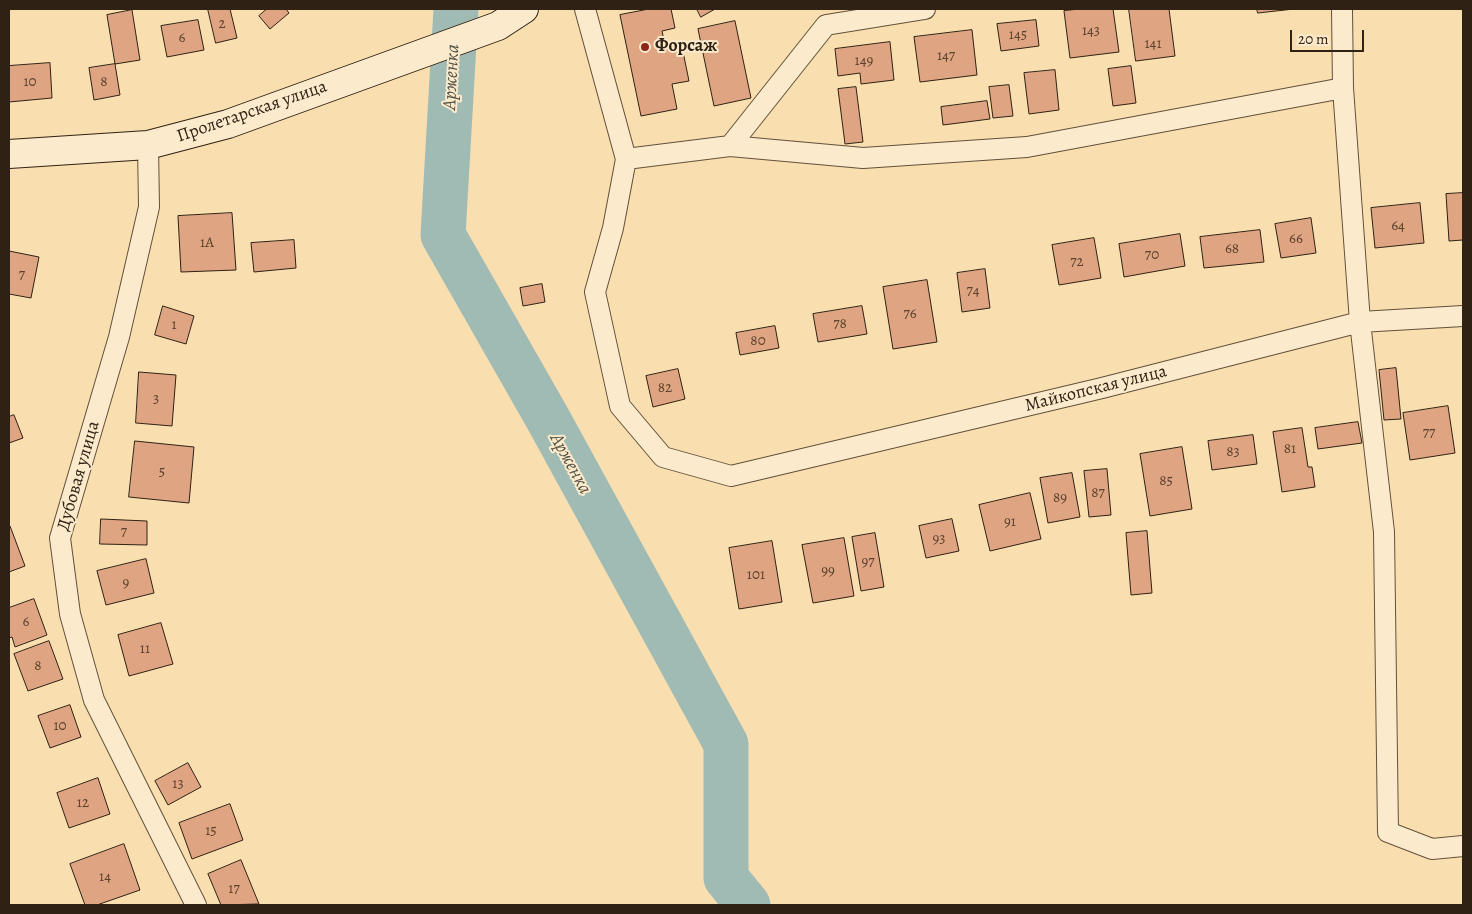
<!DOCTYPE html>
<meta charset="utf-8">
<style>
body{margin:0}
#map{position:relative;width:1472px;height:914px;overflow:hidden;background:#f9dfb0;font-family:Alegreya,serif}
canvas{display:block}
.frame{position:absolute;inset:0;border:10px solid #2f2113;pointer-events:none}
.scale{position:absolute;left:1290px;top:30px;width:74px;height:22px;box-sizing:border-box;border:2px solid #2f2113;border-top:0;padding-left:6px;font-size:15px;line-height:18px;white-space:nowrap;color:#2f2113;-webkit-text-stroke:4px #fbeacc;paint-order:stroke}
</style>
<div id="map">
<canvas width="1472" height="914"></canvas>
<div class="frame"></div>
<div class="scale">20 m</div>
</div>
<script>
const context = document.querySelector('canvas').getContext('2d');
context.lineJoin = 'round';
function trace(path, color, width, dash) {
  context.strokeStyle = color;
  context.lineWidth = width;
  context.lineCap = dash ? 'butt' : 'round';
  context.setLineDash(dash || []);
  context.stroke(path);
}
function paint(path, color) {
  context.fillStyle = color;
  context.fill(path, 'evenodd');
}
function write(font, color, halo, rows, align = 'center') {
  context.font = font + ' Alegreya,serif';
  context.lineWidth = 4;
  context.setLineDash([]);
  context.textBaseline = 'middle';
  context.strokeStyle = halo;
  context.fillStyle = color;
  for (const [text, x, y, turn = 0] of rows) {
    context.save();
    context.translate(x, y);
    context.rotate((+turn || 0) * Math.PI / 180);
    context.textAlign = isNaN(turn) ? turn : align;
    if (halo) context.strokeText(text, 0, 0);
    context.fillText(text, 0, 0);
    context.restore();
  }
}
const river = new Path2D(`
 M456 9 443 235 548 419 726 744V878L748 905`);
const building = new Path2D(`
 M208 9H230L237 38 216 43Z
 M267 9H286L289 13 270 29 259 16Z
 M649 9H671L675 28 662 31 665 45 681 42 689 81 672 84 677 109 641 116 620 15Z
 M697 9H715L701 17Z
 M1080 9H1113L1119 52 1070 58 1064 11Z
 M1129 9H1169L1175 56 1136 61Z
 M1257 9H1294L1258 13Z
 M132 10 140 60 115 64 107 15Z
 M198 20 204 50 167 57 161 26Z
 M1036 20 1039 46 1001 51 997 24Z
 M735 21 751 98 714 106 698 29Z
 M972 30 977 75 920 82 914 37Z
 M890 42 894 80 861 84 860 73 838 76 835 49Z
 M50 63 52 98 9 102V66Z
 M115 64 120 95 94 100 89 68Z
 M1131 66 1136 103 1113 106 1108 69Z
 M1055 70 1059 110 1029 114 1024 73Z
 M1009 85 1013 116 993 118 989 87Z
 M856 87 863 142 845 144 838 89Z
 M987 101 990 119 943 125 941 107Z
 M1463 193V240L1449 241 1446 194Z
 M1420 203 1424 243 1375 248 1371 208Z
 M232 213 236 270 181 272 178 216Z
 M1311 218 1316 253 1281 258 1275 224Z
 M1260 230 1264 262 1204 268 1200 237Z
 M1180 234 1185 266 1124 277 1119 244Z
 M1094 238 1101 278 1059 285 1052 245Z
 M294 240 296 268 254 272 251 243Z
 M9 251 39 257 31 298 9 294Z
 M985 269 990 308 962 312 957 273Z
 M927 280 937 342 893 349 883 287Z
 M542 284 545 302 523 306 520 288Z
 M163 306 194 316 186 344 155 335Z
 M862 306 867 334 818 342 813 314Z
 M775 326 779 348 740 355 736 333Z
 M1396 368 1401 419 1384 420 1379 370Z
 M678 369 685 399 653 407 646 376Z
 M139 372 176 375 172 426 136 423Z
 M1448 406 1455 453 1410 460 1403 413Z
 M14 415 23 438 9 443V417Z
 M1358 422 1362 443 1318 449 1315 428Z
 M1302 428 1308 467H1312L1315 487 1282 492 1273 432Z
 M1253 435 1257 464 1212 470 1208 441Z
 M135 441 194 447 189 503 129 497Z
 M1182 447 1192 509 1150 516 1140 454Z
 M1107 469 1111 515 1089 517 1084 471Z
 M1072 473 1080 517 1048 523 1040 478Z
 M1030 493 1041 539 990 551 979 505Z
 M101 519 147 521V545L100 544Z
 M952 519 959 551 926 558 919 526Z
 M9 526H10L25 566 9 572Z
 M1147 531 1152 593 1131 595 1126 533Z
 M875 533 884 587 861 591 852 537Z
 M844 538 854 596 813 603 802 545Z
 M772 541 782 602 739 609 729 548Z
 M146 559 154 593 106 605 97 571Z
 M34 599 47 635 15 647 12 637 9 638V608Z
 M161 623 173 664 129 676 118 635Z
 M49 641 63 679 28 691 14 654Z
 M70 705 81 737 50 748 38 716Z
 M188 763 201 787 168 805 155 781Z
 M98 778 110 814 69 828 57 793Z
 M230 804 243 840 192 859 179 823Z
 M124 844 140 890 97 905H85L70 864Z
 M241 860 259 904 221 905 208 874Z`);
const minor = new Path2D(`
 M585 9 626 159 730 146 863 158 1027 147 1343 88
 M1342 9 1343 88 1360 322 1384 532 1388 832 1432 849 1463 846
 M148 145 149 207 119 337 60 538 70 614 94 700 196 905
 M730 146 826 25 925 9
 M626 159 613 228 595 292 620 406 663 457 731 476 1102 388 1360 322 1463 316`);
const secondary = new Path2D(`
 M9 154 148 145 228 124 498 26 524 9`);
const markers = [
 [645,47,5,"#8f2418"]
];
const numberNames = [
 ["2",222,24],
 ["143",1091,31],
 ["145",1018,35],
 ["6",182,38],
 ["141",1153,44],
 ["147",946,56],
 ["149",864,61],
 ["10",30,82],
 ["8",104,82],
 ["64",1398,226],
 ["66",1296,239],
 ["1А",207,243],
 ["68",1232,249],
 ["70",1152,255],
 ["72",1077,262],
 ["7",22,275],
 ["74",973,291],
 ["76",910,314],
 ["78",840,324],
 ["1",174,325],
 ["80",758,341],
 ["82",665,388],
 ["3",156,399],
 ["77",1429,433],
 ["81",1290,449],
 ["83",1233,452],
 ["5",162,472],
 ["85",1166,481],
 ["87",1098,493],
 ["89",1060,498],
 ["91",1010,522],
 ["7",124,532],
 ["93",939,539],
 ["97",868,562],
 ["99",828,571],
 ["101",756,575],
 ["9",126,583],
 ["6",26,622],
 ["11",145,649],
 ["8",38,666],
 ["10",60,726],
 ["13",178,784],
 ["12",83,803],
 ["15",211,831],
 ["14",105,877],
 ["17",234,889]
];
const poiNames = [
 ["Форсаж",655,47]
];
const streetNames = [
 ["Пролетарская улица",252,112,-19],
 ["Майкопская улица",1096,389,-14],
 ["Дубовая улица",79,476,-74]
];
const waterNames = [
 ["Арженка",452,77,-87],
 ["Арженка",570,464,61]
];
trace(river, '#a0bbb4', 45);
paint(building, '#dfa481');
trace(building, '#2f2113', 1);
trace(minor, '#62503a', 22);
trace(secondary, '#2f2113', 30);
trace(minor, '#fbeacc', 20);
trace(secondary, '#fbeacc', 28);
for (const [x, y, r, color] of markers) {
  const dot = new Path2D();
  dot.arc(x, y, r, 0, 2 * Math.PI);
  context.fillStyle = color;
  context.fill(dot);
  trace(dot, '#fbeacc', 2);
}
write('15px', '#5b422e', null, numberNames);
write('bold 18px', '#2f2113', '#fbeacc', poiNames, 'left');
write('18px', '#2f2113', '#fbeacc', streetNames);
write('italic 19px', '#514f43', '#fbeacc', waterNames);
</script>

---

ASSIGNMENT: Your response should be made up of the lines in the data that contain the word "turn".

ANSWER BOX:
  for (const [text, x, y, turn = 0] of rows) {
    context.rotate((+turn || 0) * Math.PI / 180);
    context.textAlign = isNaN(turn) ? turn : align;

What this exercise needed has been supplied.